In the entries below, print exactly the lines from the first through the one with "filter:drop-shadow(2px 0 #908986)", both included, and none of the pictures.

=== Begin Enclosure ===

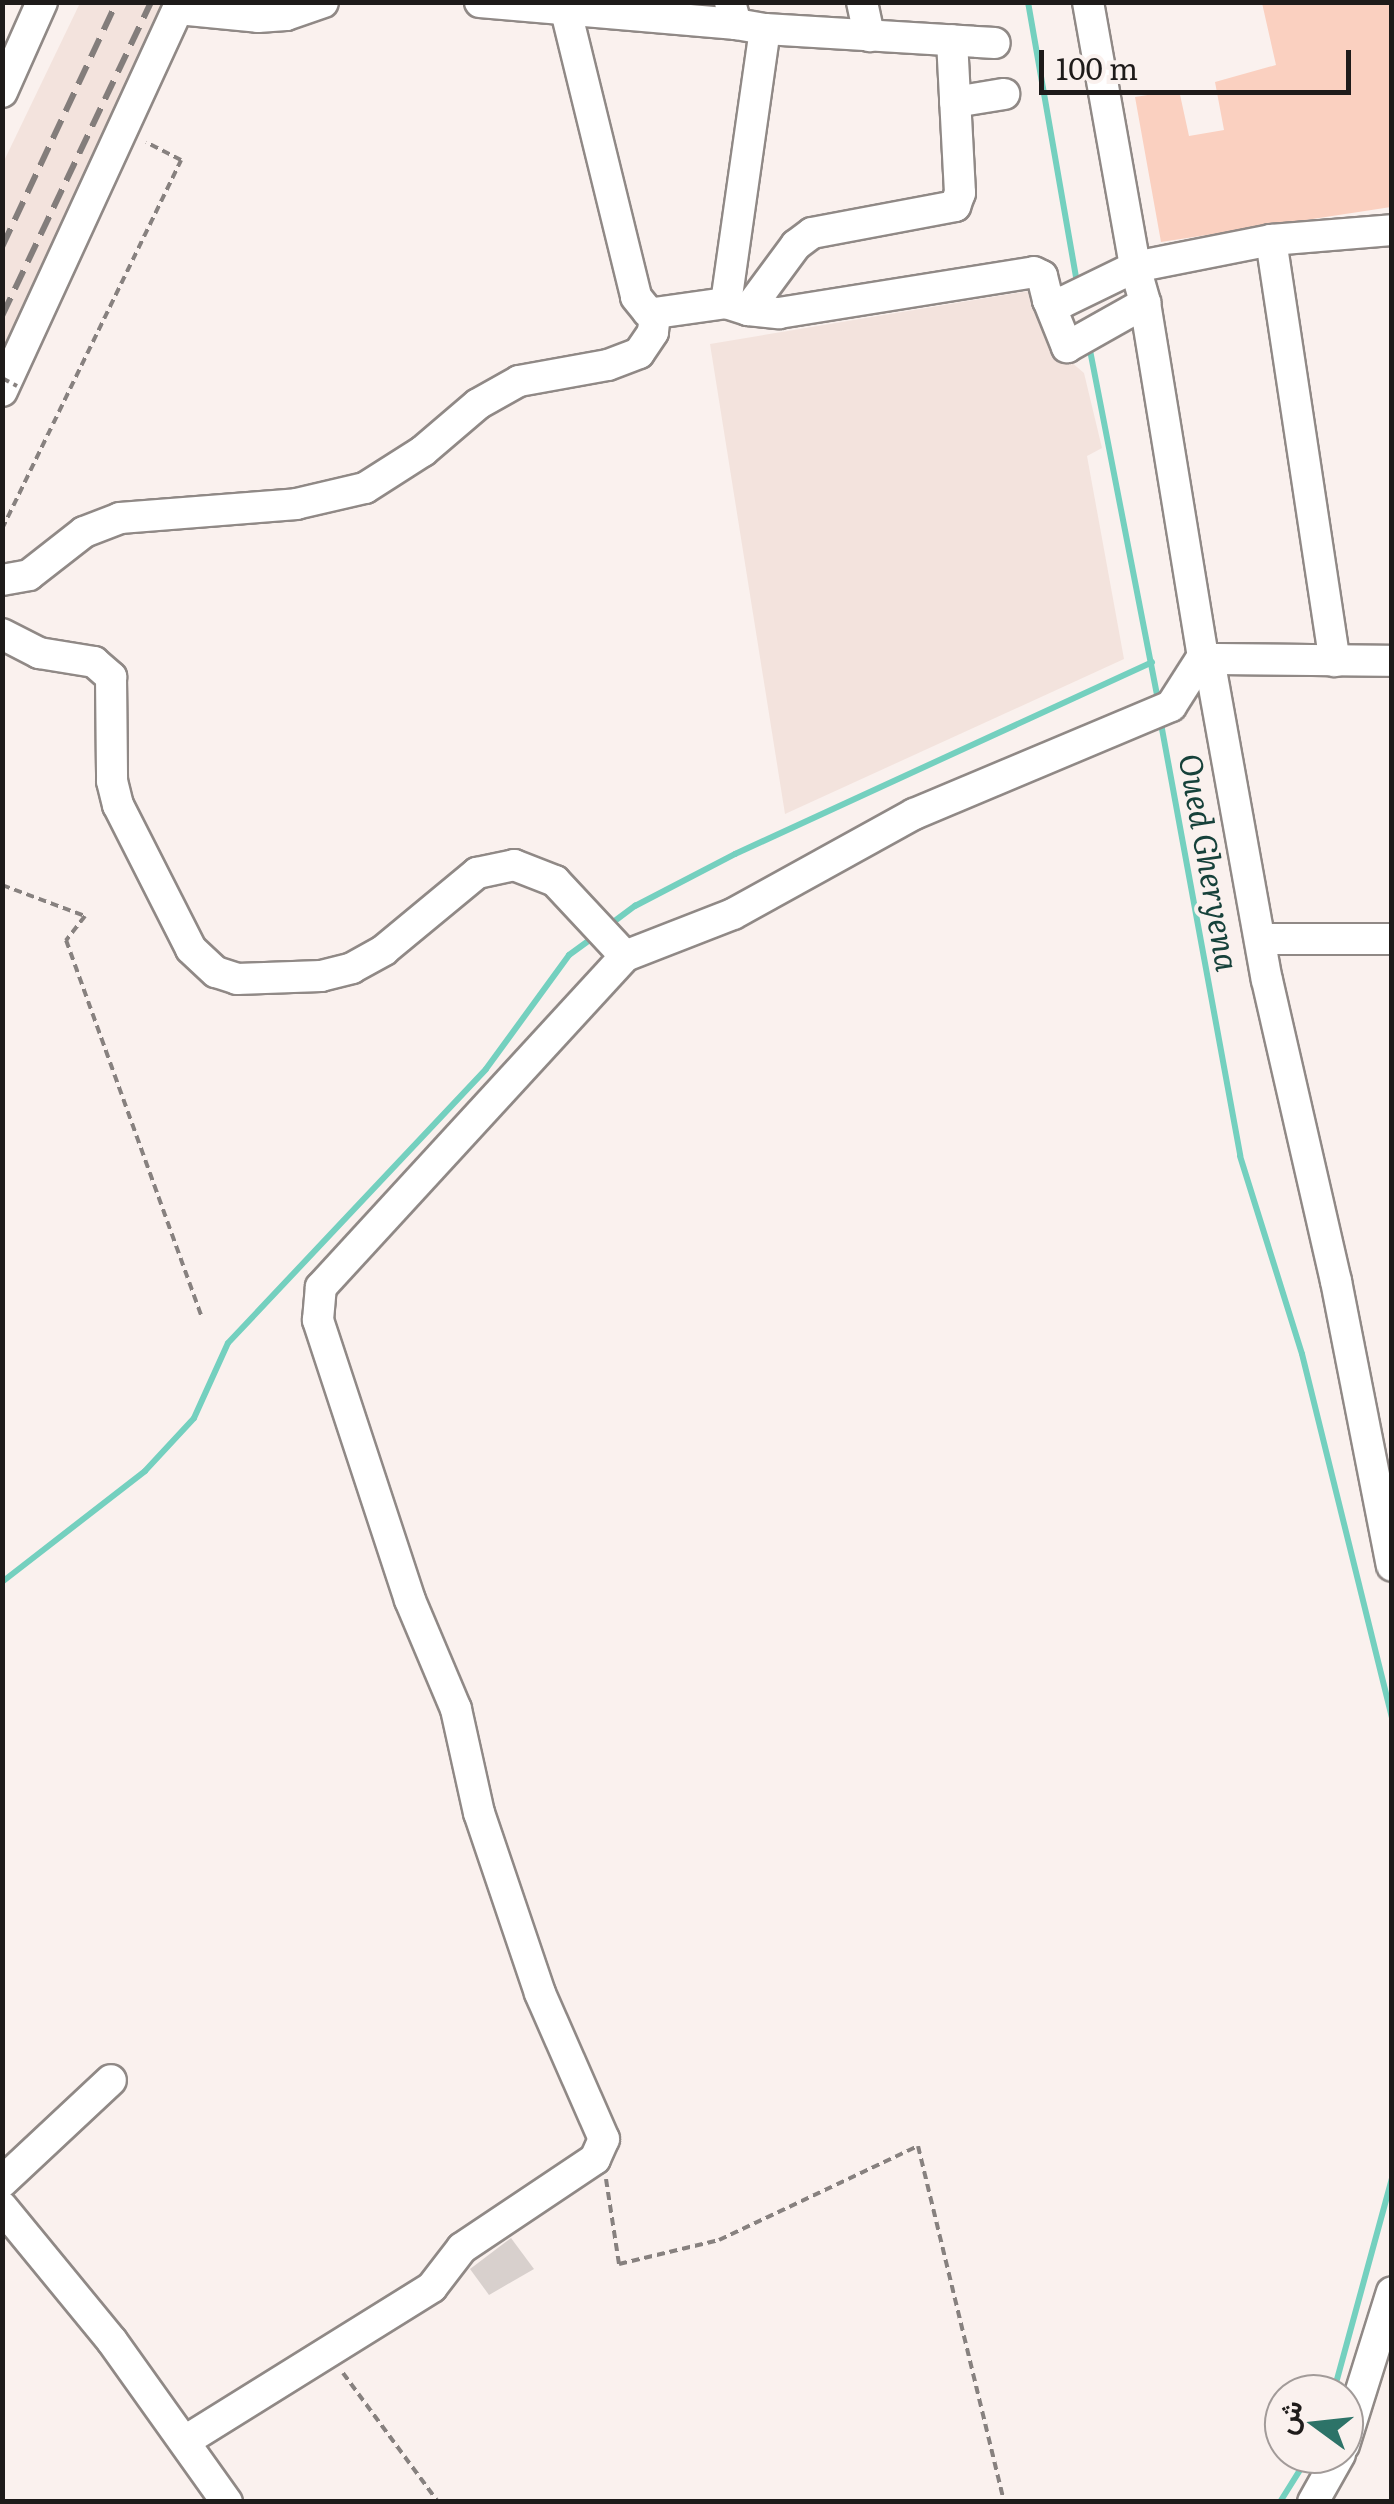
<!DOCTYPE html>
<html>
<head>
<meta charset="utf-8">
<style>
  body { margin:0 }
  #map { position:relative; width:1394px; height:2504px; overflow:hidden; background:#faf1ee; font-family:Literata,Vazirmatn,serif }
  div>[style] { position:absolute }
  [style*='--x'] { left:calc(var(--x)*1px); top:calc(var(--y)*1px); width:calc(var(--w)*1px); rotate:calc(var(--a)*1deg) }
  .built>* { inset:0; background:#f3e3dd }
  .green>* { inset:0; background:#fad0c0 }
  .stream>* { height:6px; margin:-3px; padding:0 3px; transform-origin:3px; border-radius:3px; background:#74d0bf }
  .building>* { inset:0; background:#d8d0cd }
  .path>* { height:4px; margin-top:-2px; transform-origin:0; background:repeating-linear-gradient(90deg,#87817f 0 8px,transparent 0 13px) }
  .roads { filter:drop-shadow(2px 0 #908986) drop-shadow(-2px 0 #908986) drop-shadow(0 2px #908986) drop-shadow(0 -2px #908986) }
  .minor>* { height:30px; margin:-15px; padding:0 15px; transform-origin:15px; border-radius:15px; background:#fff }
  .rail>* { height:6px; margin-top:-3px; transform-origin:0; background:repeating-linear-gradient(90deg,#837d7b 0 20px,transparent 0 30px) }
  .path-bridge>* { height:4px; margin-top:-2px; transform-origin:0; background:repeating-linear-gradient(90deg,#87817f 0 8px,transparent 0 13px) }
  span { translate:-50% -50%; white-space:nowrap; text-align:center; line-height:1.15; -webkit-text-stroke:8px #faf1ee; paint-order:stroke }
  .water-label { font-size:32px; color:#16413a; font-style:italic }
  .frame { position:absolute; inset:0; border:5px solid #1e1b1a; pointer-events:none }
  .north { position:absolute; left:1264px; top:2374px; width:100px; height:100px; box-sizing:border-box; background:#faf1ee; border:2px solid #a29b99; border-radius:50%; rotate:285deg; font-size:28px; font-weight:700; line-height:40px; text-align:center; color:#1e1b1a }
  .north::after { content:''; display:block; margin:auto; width:35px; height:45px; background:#2d7368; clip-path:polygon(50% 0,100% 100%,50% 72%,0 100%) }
  .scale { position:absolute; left:1039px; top:50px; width:312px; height:45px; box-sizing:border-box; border:5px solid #1e1b1a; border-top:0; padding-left:12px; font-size:30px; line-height:35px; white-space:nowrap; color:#1e1b1a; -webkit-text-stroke:8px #faf1ee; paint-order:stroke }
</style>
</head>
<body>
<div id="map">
  <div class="built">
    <div style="clip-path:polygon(80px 3px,169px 3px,3px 358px,2px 165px)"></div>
    <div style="clip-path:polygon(1035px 290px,1057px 350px,1084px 373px,1102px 448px,1087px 456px,1124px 659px,785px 814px,710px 344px)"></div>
  </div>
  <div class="green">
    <div style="clip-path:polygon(1262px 3px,1391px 3px,1391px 207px,1161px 242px,1135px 97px,1179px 90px,1189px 136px,1224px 130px,1215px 82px,1276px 65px)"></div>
  </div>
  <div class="stream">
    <div style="--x:1028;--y:2;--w:285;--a:80.1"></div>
    <div style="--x:1089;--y:345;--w:363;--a:79"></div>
    <div style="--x:1160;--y:718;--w:445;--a:79.6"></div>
    <div style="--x:1240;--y:1156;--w:207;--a:72.6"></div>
    <div style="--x:1302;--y:1354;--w:376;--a:76.1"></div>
    <div style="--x:608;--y:926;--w:34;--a:-37"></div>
    <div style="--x:635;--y:906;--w:113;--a:-27.5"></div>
    <div style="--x:735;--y:854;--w:459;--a:-24.7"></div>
    <div style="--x:2;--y:1582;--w:181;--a:-37.8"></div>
    <div style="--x:145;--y:1471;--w:72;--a:-47.2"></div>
    <div style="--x:194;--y:1418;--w:82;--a:-65.6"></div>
    <div style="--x:228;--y:1343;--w:376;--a:-46.7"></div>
    <div style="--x:486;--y:1069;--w:141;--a:-53.9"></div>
    <div style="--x:569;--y:955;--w:31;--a:-36"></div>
    <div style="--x:1333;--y:2394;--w:223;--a:-74.7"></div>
    <div style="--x:1280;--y:2502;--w:57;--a:-58"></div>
  </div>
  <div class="building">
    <div style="clip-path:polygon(511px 2238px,534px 2269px,489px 2295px,470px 2269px)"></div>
  </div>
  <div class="path">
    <div style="--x:2;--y:529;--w:410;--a:-64.1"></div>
    <div style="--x:181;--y:160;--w:39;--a:-153"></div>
    <div style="--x:2;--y:885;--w:89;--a:20.5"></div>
    <div style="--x:85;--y:916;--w:31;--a:128"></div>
    <div style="--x:66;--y:940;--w:399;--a:70.2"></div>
    <div style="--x:606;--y:2179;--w:86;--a:81.3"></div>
    <div style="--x:619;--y:2264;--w:103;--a:-13.5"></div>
    <div style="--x:719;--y:2240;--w:220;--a:-25.3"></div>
    <div style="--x:918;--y:2146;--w:366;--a:76.4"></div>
    <div style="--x:343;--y:2373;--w:160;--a:53.6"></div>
  </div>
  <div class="roads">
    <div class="minor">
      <div style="--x:480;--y:2;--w:257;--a:4.9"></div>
      <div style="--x:730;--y:2;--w:23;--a:75"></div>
      <div style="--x:736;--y:24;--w:29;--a:10"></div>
      <div style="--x:765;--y:29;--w:230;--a:3.5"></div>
      <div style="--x:862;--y:2;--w:35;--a:78"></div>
      <div style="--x:1088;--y:2;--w:269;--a:79.9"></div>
      <div style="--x:1135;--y:267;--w:37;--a:74"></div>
      <div style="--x:1145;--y:303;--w:358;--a:80.7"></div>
      <div style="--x:1203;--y:656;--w:7;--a:27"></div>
      <div style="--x:1209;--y:659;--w:326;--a:79.8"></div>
      <div style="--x:1267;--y:980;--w:309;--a:77.1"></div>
      <div style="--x:1336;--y:1281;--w:290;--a:78.9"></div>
      <div style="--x:178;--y:9;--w:80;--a:5.7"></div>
      <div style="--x:258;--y:17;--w:28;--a:-4"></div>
      <div style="--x:286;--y:15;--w:39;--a:-19"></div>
      <div style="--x:566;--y:11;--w:294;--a:76.2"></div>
      <div style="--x:636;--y:297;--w:19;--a:51"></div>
      <div style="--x:648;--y:312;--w:7;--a:8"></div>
      <div style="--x:655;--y:313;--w:72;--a:-8"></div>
      <div style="--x:765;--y:29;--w:277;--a:98.1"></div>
      <div style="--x:726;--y:303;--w:23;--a:18"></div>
      <div style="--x:748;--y:310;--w:31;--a:6"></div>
      <div style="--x:779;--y:313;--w:258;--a:-9.1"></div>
      <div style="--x:1034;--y:272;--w:9;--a:27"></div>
      <div style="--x:1042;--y:276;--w:25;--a:76"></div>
      <div style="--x:1048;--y:300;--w:15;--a:8"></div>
      <div style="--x:1063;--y:302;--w:80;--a:-25.9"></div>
      <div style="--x:1135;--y:267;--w:139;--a:-11.2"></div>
      <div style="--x:1271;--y:240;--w:121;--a:-4.7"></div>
      <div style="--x:2;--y:92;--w:98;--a:-66"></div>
      <div style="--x:955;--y:102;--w:50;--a:-9.3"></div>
      <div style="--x:1271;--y:240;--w:426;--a:81.4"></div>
      <div style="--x:1048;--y:300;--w:51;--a:68"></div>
      <div style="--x:1067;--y:347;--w:90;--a:-29.4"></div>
      <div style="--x:748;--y:310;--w:81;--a:-53.6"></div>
      <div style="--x:796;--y:245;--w:20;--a:-37"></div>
      <div style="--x:812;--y:233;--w:146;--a:-10.7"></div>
      <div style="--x:955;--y:206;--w:14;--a:-69"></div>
      <div style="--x:960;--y:193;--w:153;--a:-93"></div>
      <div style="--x:2;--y:391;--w:428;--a:-65.3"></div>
      <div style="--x:2;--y:580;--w:27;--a:-10"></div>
      <div style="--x:29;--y:575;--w:70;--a:-38"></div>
      <div style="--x:84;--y:532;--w:39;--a:-21"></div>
      <div style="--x:120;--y:518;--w:177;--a:-4.5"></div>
      <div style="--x:296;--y:504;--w:71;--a:-13.1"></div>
      <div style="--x:365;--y:488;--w:69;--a:-32.5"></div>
      <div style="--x:423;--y:451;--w:72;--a:-40.5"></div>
      <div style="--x:478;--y:404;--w:47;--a:-29.3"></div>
      <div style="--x:519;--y:381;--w:90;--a:-10.2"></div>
      <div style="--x:608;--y:365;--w:33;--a:-21"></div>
      <div style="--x:639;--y:353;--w:25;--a:-56"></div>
      <div style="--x:653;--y:332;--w:19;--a:-84"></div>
      <div style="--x:2;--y:634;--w:42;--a:27.2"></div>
      <div style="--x:39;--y:653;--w:56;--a:9.3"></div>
      <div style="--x:94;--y:662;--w:23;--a:41"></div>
      <div style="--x:111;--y:677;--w:104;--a:89.4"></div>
      <div style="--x:112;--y:781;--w:25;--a:76"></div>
      <div style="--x:118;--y:805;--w:161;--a:63.1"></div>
      <div style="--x:191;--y:949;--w:34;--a:43"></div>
      <div style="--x:216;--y:972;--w:22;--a:18"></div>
      <div style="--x:237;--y:979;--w:84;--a:-2"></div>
      <div style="--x:321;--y:976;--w:32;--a:-14"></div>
      <div style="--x:352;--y:968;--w:37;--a:-29"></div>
      <div style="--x:384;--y:950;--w:121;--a:-39.6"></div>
      <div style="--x:477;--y:873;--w:38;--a:-12"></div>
      <div style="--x:514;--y:865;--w:44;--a:21.3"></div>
      <div style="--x:555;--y:881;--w:103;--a:47"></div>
      <div style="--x:1209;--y:659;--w:183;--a:0.6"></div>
      <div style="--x:1270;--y:939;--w:122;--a:0"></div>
      <div style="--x:2;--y:2182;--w:149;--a:-43.1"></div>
      <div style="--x:2;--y:2207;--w:173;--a:50.6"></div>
      <div style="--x:112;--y:2341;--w:198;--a:54.5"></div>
      <div style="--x:185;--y:2441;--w:291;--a:-31.9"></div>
      <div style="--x:432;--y:2287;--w:49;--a:-52.4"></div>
      <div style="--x:462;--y:2248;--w:160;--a:-33.8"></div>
      <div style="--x:595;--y:2159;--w:22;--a:-66"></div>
      <div style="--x:604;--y:2139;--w:159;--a:-113.7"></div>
      <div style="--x:540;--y:1993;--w:190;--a:-108.7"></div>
      <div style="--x:479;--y:1813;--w:107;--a:-102.5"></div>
      <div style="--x:456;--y:1709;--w:118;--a:-112.9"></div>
      <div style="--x:410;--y:1600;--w:295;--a:-108.2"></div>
      <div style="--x:318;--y:1320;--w:33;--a:-85"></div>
      <div style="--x:321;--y:1287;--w:449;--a:-47.4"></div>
      <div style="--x:625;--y:956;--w:116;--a:-21.3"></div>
      <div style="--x:733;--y:914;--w:207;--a:-28.9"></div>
      <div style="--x:914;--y:814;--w:279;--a:-22.8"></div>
      <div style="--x:1171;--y:706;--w:59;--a:-57.4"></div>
      <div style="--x:1344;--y:2445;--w:160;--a:-72.6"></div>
      <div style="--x:1313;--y:2502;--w:55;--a:-60.6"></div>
    </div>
  </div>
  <div class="rail">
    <div style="--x:2;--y:247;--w:271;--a:-64.9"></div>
    <div style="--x:2;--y:316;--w:348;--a:-64.6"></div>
  </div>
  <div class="path-bridge">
    <div style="--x:2;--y:378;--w:17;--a:28"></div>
  </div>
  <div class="water-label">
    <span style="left:1211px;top:862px;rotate:80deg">Oued Gheryena</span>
  </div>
  <div class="frame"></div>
  <div class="north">ش</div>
  <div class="scale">100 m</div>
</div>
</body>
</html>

=== End Enclosure ===

* [RESPONSE TO THIS TASK]
<!DOCTYPE html>
<html>
<head>
<meta charset="utf-8">
<style>
  body { margin:0 }
  #map { position:relative; width:1394px; height:2504px; overflow:hidden; background:#faf1ee; font-family:Literata,Vazirmatn,serif }
  div>[style] { position:absolute }
  [style*='--x'] { left:calc(var(--x)*1px); top:calc(var(--y)*1px); width:calc(var(--w)*1px); rotate:calc(var(--a)*1deg) }
  .built>* { inset:0; background:#f3e3dd }
  .green>* { inset:0; background:#fad0c0 }
  .stream>* { height:6px; margin:-3px; padding:0 3px; transform-origin:3px; border-radius:3px; background:#74d0bf }
  .building>* { inset:0; background:#d8d0cd }
  .path>* { height:4px; margin-top:-2px; transform-origin:0; background:repeating-linear-gradient(90deg,#87817f 0 8px,transparent 0 13px) }
  .roads { filter:drop-shadow(2px 0 #908986) drop-shadow(-2px 0 #908986) drop-shadow(0 2px #908986) drop-shadow(0 -2px #908986) }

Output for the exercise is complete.